Most people involved in the pensions sector that I have spoken to recently are hoping that there are no huge changes in the upcoming Budget.

No-one really expects wide-ranging change at this point as I am sure the government has other matters to consider with the bongs of Brexit having run and negotiations starting in earnest.

While I would like to see the government leave our pension system alone, at present, it is inevitable that there will be changes. It seems highly likely that we will see a change to the tapered annual allowance.

This is definitely needed as it is having unintended consequences within the NHS. But what is important is that any changes to the tapered annual allowance, are not just implemented for doctors and NHS staff, but for everyone caught by this penal tax.

Nuts and bolts

The tapered annual allowance became effective on 6 April 2016, it applies to anyone with income over £150,000 per annum. It is reduced by £1 for every £2 of income in excess of £150,000 but remains subject to a minimum of £10,000. Those who have income over £210,000 will have a tapered annual allowance of £10,000.
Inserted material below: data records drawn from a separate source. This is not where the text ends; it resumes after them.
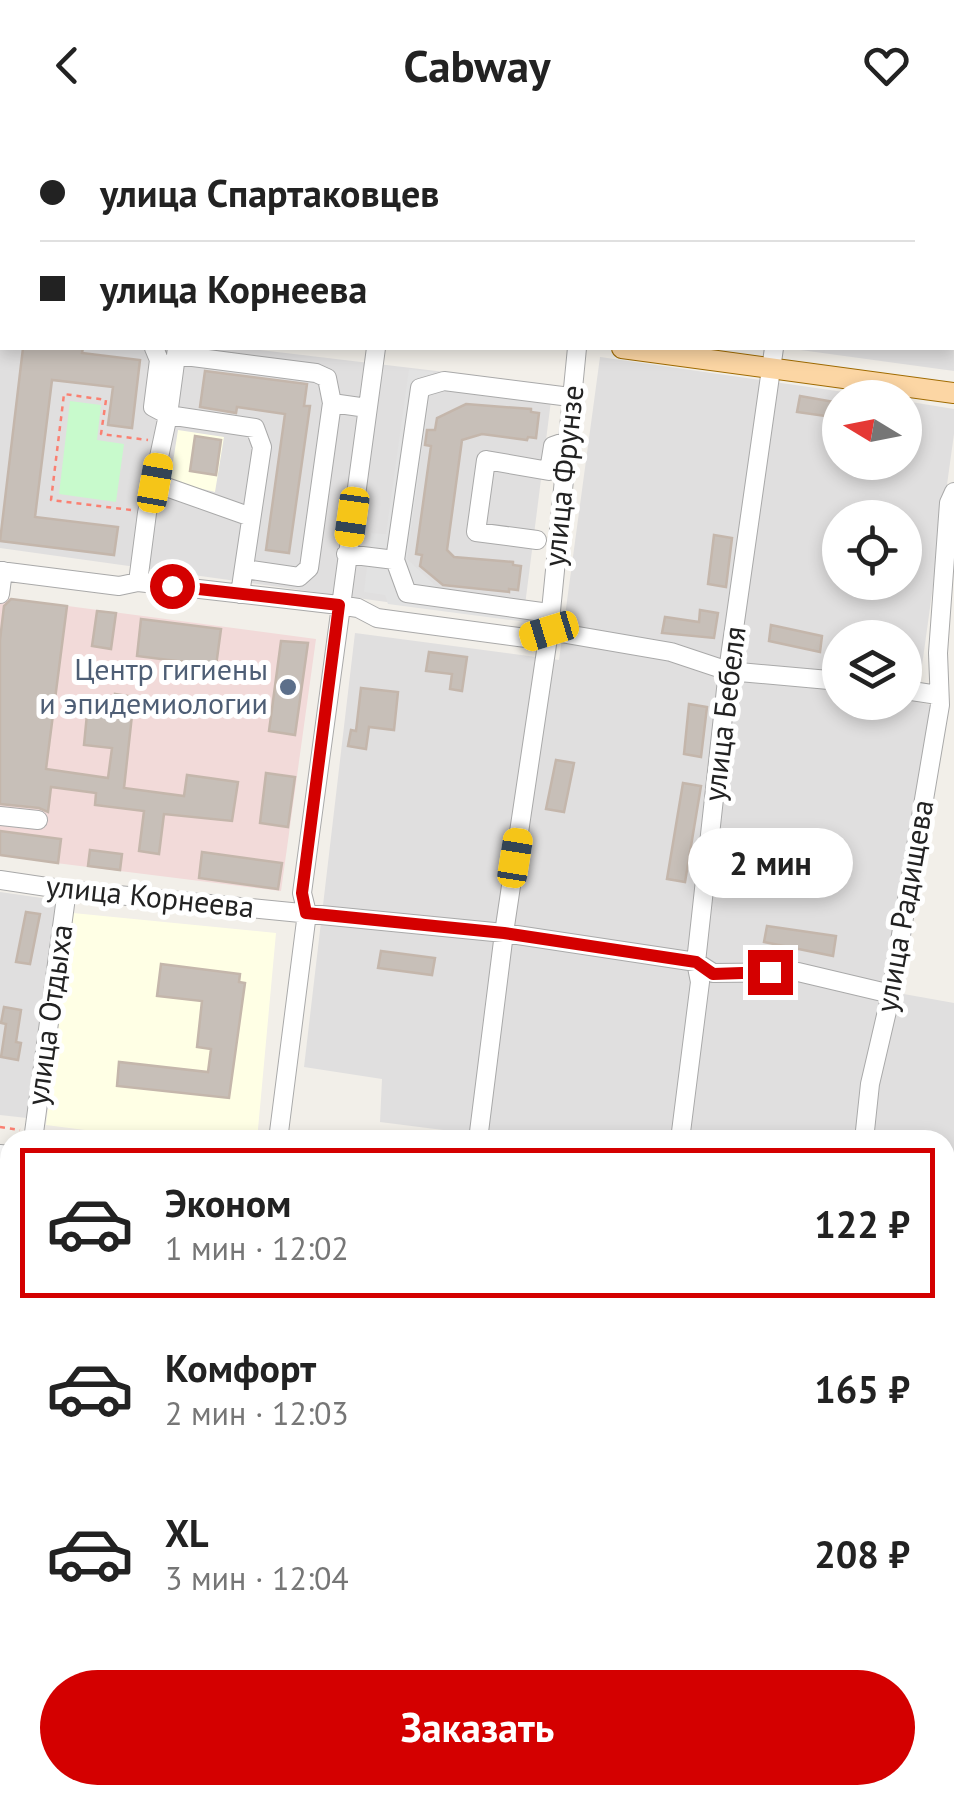 <!DOCTYPE html>
<html lang="ru">
<head>
<meta charset="utf-8">
<style>
  :root { --surface:#fff; --page:#f2f2f2; --text:#222; --muted:#767676; --line:#e0e0e0; --accent:#d40000 }
  body { margin:0; font-family:"PT Sans",sans-serif; background:var(--page); color:var(--text); height:100vh; display:flex; flex-direction:column; font-size:38px; white-space:nowrap }
  * { box-sizing:border-box; margin:0 }
  p { font-size:32px; color:var(--muted) }
  .icon { flex:none; width:55px; height:55px; fill:none; stroke:currentColor; stroke-width:2; stroke-linecap:round; stroke-linejoin:round }
  .map { position:relative; flex:1; overflow:hidden }
  .details { position:absolute; left:0px; top:1000px; width:955px; height:675px; display:flex; flex-direction:column; background:var(--surface); border-radius:30px 30px 0 0; box-shadow:0 5px 15px #0003 }
  .details>* { flex:none }
  .guide { position:absolute; left:0px; top:0px; width:955px; height:220px; box-shadow:0 5px 15px #0003; display:grid; align-content:center; height:220px; padding:0 40px; background:var(--surface) }
  .needle { width:65px; rotate:280deg }
  .fabs { position:absolute; left:822px; top:250px; display:grid; gap:20px }
  .fabs a { display:grid; place-items:center; width:100px; height:100px; border-radius:50%; background:var(--surface); box-shadow:0 5px 15px #0003; font-size:50px }
  .end { position:absolute; width:45px; height:45px; margin:-22px; border:12px solid #d40000; background:#fff; box-shadow:0 0 0 5px #fff }
  .from { border-radius:50% }
  .bubble { position:absolute; height:70px; border-radius:35px; background:var(--surface); box-shadow:0 5px 15px #0003; font-size:32px; font-weight:700; line-height:70px; text-align:center }
  .car { position:absolute; width:30px; height:60px; margin:-30px -15px; border-radius:12px; box-shadow:0 0 8px 2px #0007; background:linear-gradient(#f5c518 24%,#345 0 40%,#f5c518 0 76%,#345 0 86%,#f5c518 0) }
  .guide b { display:flex; align-items:center; gap:35px; height:95px; font-size:38px }
  .guide b+b { border-top:2px solid var(--line) }
  .guide i { width:25px; height:25px; background:var(--text) }
  ul { padding:18px 0 0; list-style:none }
  li { display:flex; align-items:center; gap:30px; height:150px; margin:0 20px 15px; padding:0 20px; border:5px solid transparent; border-radius:0px }
  li div { flex:1 }
  li b { display:block; font-size:38px }
  li em { font-style:normal; font-weight:700 }
  li.active { border-color:var(--accent) }
  li>.icon { width:90px; height:90px; stroke-width:1.5 }
  .button { display:flex; gap:20px; margin-top:auto; padding:20px 40px }
  .button a { flex:1; height:115px; border-radius:60px; background:var(--accent); color:#fff; font-size:40px; font-weight:700; line-height:115px; text-align:center }
  header { display:flex; justify-content:space-between; align-items:center; height:130px; padding:0 40px; background:var(--surface); font-size:45px; font-weight:700 }
  .map>svg:first-child { display:block }
  .residential { fill:#e0dfdf; fill-rule:evenodd }
  .commercial { fill:#f2dad9 }
  .education { fill:#ffffe5 }
  .military { fill:url(#military-furrows) }
  .park { fill:#c8facc }
  .parking { fill:#e2e2e2 }
  .building { fill:#c7bfb8; stroke:#c4b6ab; stroke-width:2.5 }
  .lines { fill:none; stroke-linecap:round; stroke-linejoin:round }
  .minor-casing { stroke:#a9a9a9; stroke-width:20 }
  .major-casing { stroke:#a06b00; stroke-width:22 }
  .path { stroke:#fa8072; stroke-width:2.5; stroke-dasharray:5 5; stroke-linecap:butt }
  .minor { stroke:#fff; stroke-width:18 }
  .major { stroke:#fcd6a4; stroke-width:20 }
  .route { stroke:#d40000; stroke-width:12 }
  .service-dot { fill:#5c6f8a; stroke:#fff; stroke-width:4 }
  .labels { text-anchor:middle; stroke-width:10; stroke-linejoin:round; paint-order:stroke }
  .street-label { font-size:30px; fill:#222; stroke:#fff }
  .service-label { font-size:30px; fill:#4e5e75; stroke:#fff; text-anchor:end }
</style>
</head>
<body>
<header><svg class="icon" aria-label="back" viewBox="0 0 24 24"><path d="M15 5l-7 7 7 7"/></svg>Cabway<svg class="icon" aria-label="heart" viewBox="0 0 24 24"><path d="M12 20l-8-8c-3-5 5-10 8-4 3-6 11-1 8 4z"/></svg></header>
<div class="map">
<svg width="954" height="1675" viewBox="0 0 954 1675">
  <defs>
    <pattern id="military-furrows" width="10" height="10" patternUnits="userSpaceOnUse" patternTransform="scale(2.5)"><rect width="10" height="10" fill="#f3e3dd"/><path d="M-1 1l2-2M0 10L10 0M9 11l2-2" fill="none" stroke="#d0c2bd"/></pattern>
  </defs>
  <rect width="100%" height="100%" fill="#f2efe9"/>
  <path class="residential" d="M219,0H848L850,2H218Z
    M953,140L954,241L786,218H952Z
    M0,188L2,218H243L553,255L523,491L0,418Z
    M600,227L879,267L840,268V332H905V271L954,279V304L917,572L932,575L887,861L954,873V1105L945,1104V1010H521L380,992L382,949L304,937L355,503L559,530ZM840,388H905V452H840ZM840,508H905V572H840Z
    M0,762L56,770L27,988L0,985Z
    M945,1269L954,1270V1675H604L605,1665H945Z"/>
  <path class="commercial" d="M0,467L316,509L281,761L0,726Z"/>
  <path class="education" d="M178,300L224,307L215,362L170,351Z
    M73,783L276,803L257,1010H163L46,995Z
    M5,1391H10V1631L0,1629V1427Z"/>
  <path class="military" d="M205,1665H395L393,1675H280Z"/>
  <path class="park" d="M70,271L101,275L97,310L124,314L116,372L59,364Z"/>
  <path class="parking" d="M409,239L433,242L407,429L440,460L538,472L534,493L388,474L385,465L364,462L371,403L386,404Z"/>
  <path class="building" d="M23,218H83L82,223L140,230L132,298L108,295L113,257L52,250L35,387L118,397L114,425L0,411Z
    M205,241L307,254L304,276H310L289,423L266,420L285,284L237,277L236,283L200,277Z
    M800,266L840,273V288L797,282Z
    M466,274L531,279V282L539,283L536,308L528,307L527,310L482,304L462,310L447,420L454,427L513,432V435L521,436L518,460L509,459V462L443,455L420,436L422,425L416,424L431,316L425,315L427,300H435L437,288Z
    M195,306L221,310L216,345L190,341Z
    M714,405L732,408L726,457L708,454Z
    M11,469L67,476L46,639L108,648L112,618L84,615L88,574L114,576L115,564L134,567L124,658L184,666L187,645L238,652L232,691L164,684L159,724L139,721L144,681L95,675L96,663L51,657L48,682L39,678L0,674V510L4,476Z
    M700,480L718,483L714,508L662,503L665,487L699,492Z
    M97,481L116,483L111,519L92,516Z
    M141,489L221,499L216,536L137,526Z
    M771,495L822,506L820,522L769,511Z
    M281,511L308,513L295,605L269,601Z
    M429,522L467,527L462,561L450,559L452,544L426,541Z
    M361,558L398,562L394,600L369,597L366,619L348,616L351,600L356,601Z
    M689,574L707,577L701,627L684,624Z
    M556,630L574,633L564,682L546,679Z
    M266,643L295,647L288,697L260,693Z
    M683,653L701,656L685,752L667,749Z
    M0,701L61,709L58,733L0,725Z
    M90,720L122,724L120,740L88,736Z
    M202,722L282,733L278,759L199,748Z
    M26,782L40,784L30,834L16,832Z
    M767,796L836,806L833,826L764,812Z
    M381,821L435,828L432,845L378,838Z
    M161,834L240,844L239,852L245,853L229,968L117,956L119,932L208,942L211,919L197,917L202,871L157,866Z
    M4,877L21,880L16,912L21,913L18,930L1,927L6,894L1,893Z
    M483,1665H560L558,1675H482Z"/>
  <g class="lines">
    <g class="minor-casing">
      <path id="minor" d="M864,0L866,2
        M201,2L202,0
        M403,2L404,0
        M604,2V0
        M799,2V0
        M952,120L954,122
        M0,183L2,184
        M154,218L159,230L153,277L168,285L255,298L262,317L240,464
        M177,225L316,243L327,248L332,273L367,278
        M155,353L251,387
        M537,410L476,402L486,330L549,341L553,316L570,310
        M346,424L395,430L420,258L444,251L570,267
        M395,430L407,463L549,483
        M244,439L299,447L309,438L332,273
        M0,441L119,456L138,452L339,475L358,478L377,488L526,508L549,501L671,522L728,541L840,551
        M138,452L147,383L168,285L177,218
        M0,464L3,441
        M905,560L938,565
        M0,686L38,690
        M0,750L67,760L504,803L696,832L713,843L798,842L891,864
        M33,1010L67,760
        M278,1010L307,783L302,763L376,218
        M478,1010L504,803L549,501L577,218
        M680,1010L700,852L696,832L728,541L774,218
        M864,1010L870,954L891,864L940,575L938,523L949,373L954,362
        M0,1024L10,1025
        M0,1117L10,1118
        M945,1139L954,1140
        M945,1256L954,1257
        M0,1298L10,1197
        M945,1318L954,1323
        M0,1383V1372L1,1376L10,1377
        M945,1402L952,1403L954,1385
        M945,1447L954,1448
        M945,1548L954,1554
        M945,1625L953,1636
        M579,1668L644,1675
        M190,1675L191,1665
        M911,1675L912,1665"/>
    </g>
    <g class="major-casing">
      <path id="major" d="M0,138H2
        M622,218L954,263
        M0,1060L10,1061
        M0,1084L10,1085
        M945,1173L954,1174
        M945,1202L954,1203
        M0,1665L78,1675"/>
    </g>
    <path class="path" d="M131,380L51,370L64,264L106,270L101,304L148,310
      M0,997L20,1000
      M49,1003L102,1010
      M945,1116L954,1117"/>
    <use href="#minor" class="minor"/>
    <use href="#major" class="major"/>
  </g>
  <g class="lines">
    <path class="route" d="M172,456L339,475L302,763L306,783L504,803L696,832L713,844L770,842"/>
  </g>
  <circle class="service-dot" cx="288" cy="557" r="10"/>
  <g class="labels">
    <g class="street-label">
      <text transform="translate(564 346) rotate(-84)" y="10">улица Фрунзе</text>
      <text transform="translate(725 584) rotate(-83)" y="10">улица Бебеля</text>
      <text transform="translate(150 767) rotate(6)" y="10">улица Корнеева</text>
      <text transform="translate(905 776) rotate(-80)" y="10">улица Радищева</text>
      <text transform="translate(50 885) rotate(-82)" y="10">улица Отдыха</text>
    </g>
    <g class="service-label">
      <text x="268" y="550">Центр гигиены<tspan x="268" dy="34">и эпидемиологии</tspan></text>
    </g>
  </g>
</svg>
<div class="fabs">
<a><svg class="needle" viewBox="-14 -14 28 28"><path d="M0-13l5 13h-10z" fill="#e53935"/><path d="M0 13l5-13h-10z" fill="#767676"/></svg></a>
<a><svg class="icon" aria-label="locate" viewBox="0 0 24 24"><circle cx="12" cy="12" r="6"/><path d="M12 2v4M12 18v4M2 12h4M18 12h4"/></svg></a>
<a><svg class="icon" aria-label="layers" viewBox="0 0 24 24"><path d="M12 4l9 5-9 5-9-5zM3 14l9 5 9-5"/></svg></a>
</div>
<i class="end from" style="left:172px;top:456px"></i>
<i class="end" style="left:770px;top:842px"></i>
<div class="bubble" style="left:688px;top:698px;width:165px">2 мин</div>
<i class="car" style="left:155px;top:353px;rotate:10deg"></i>
<i class="car" style="left:352px;top:387px;rotate:188deg"></i>
<i class="car" style="left:549px;top:501px;rotate:253deg"></i>
<i class="car" style="left:515px;top:728px;rotate:9deg"></i>
<div class="guide">
<b><i class="from"></i>улица Спартаковцев</b>
<b><i></i>улица Корнеева</b>
</div>
<section class="details">
<ul>
<li class="active"><svg class="icon" aria-label="car" viewBox="0 0 24 24"><path d="M5 17H2v-5l4-1 3-4h7l3 4 3 1v5h-3M9 17h6M6 11h13"/><circle cx="7" cy="17" r="2"/><circle cx="17" cy="17" r="2"/></svg><div><b>Эконом</b><p>1 мин · 12:02</p></div><em>122 ₽</em></li>
<li><svg class="icon" aria-label="car" viewBox="0 0 24 24"><path d="M5 17H2v-5l4-1 3-4h7l3 4 3 1v5h-3M9 17h6M6 11h13"/><circle cx="7" cy="17" r="2"/><circle cx="17" cy="17" r="2"/></svg><div><b>Комфорт</b><p>2 мин · 12:03</p></div><em>165 ₽</em></li>
<li><svg class="icon" aria-label="car" viewBox="0 0 24 24"><path d="M5 17H2v-5l4-1 3-4h7l3 4 3 1v5h-3M9 17h6M6 11h13"/><circle cx="7" cy="17" r="2"/><circle cx="17" cy="17" r="2"/></svg><div><b>XL</b><p>3 мин · 12:04</p></div><em>208 ₽</em></li>
</ul>
<div class="button"><a>Заказать</a></div>
</section>
</div>
</body>
</html>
It is widely anticipated that the income threshold for the tapered annual allowance will be raised, but it is so complicated, with so many people being caught out and receiving tax bills, that I believe that the tapered annual allowance should be removed altogether and not just raised.

The last set of statistics that I saw showed that 37,000 people were subject to annual allowance charges in the tax year 2017/18, which doubled from the previous tax year.

Of great concern is the impact it is potentially having on pension saving.

HM Revenue & Customs figures show that annual average pension contributions fell in 2017/18, proving that there is a lot of hesitation around annual contributions due to the complications of the taper.

If we allow this to continue we will see higher rate taxpayers contribute less to the pensions system. If they slow down or stop then lower earners will mirror this and innovation and investment in the pension system will dry up and the government’s desire to get people saving for the long-term will fall at the first hurdle.

It is a ludicrous system that adds more complexity to an industry that we are trying so hard to simplify.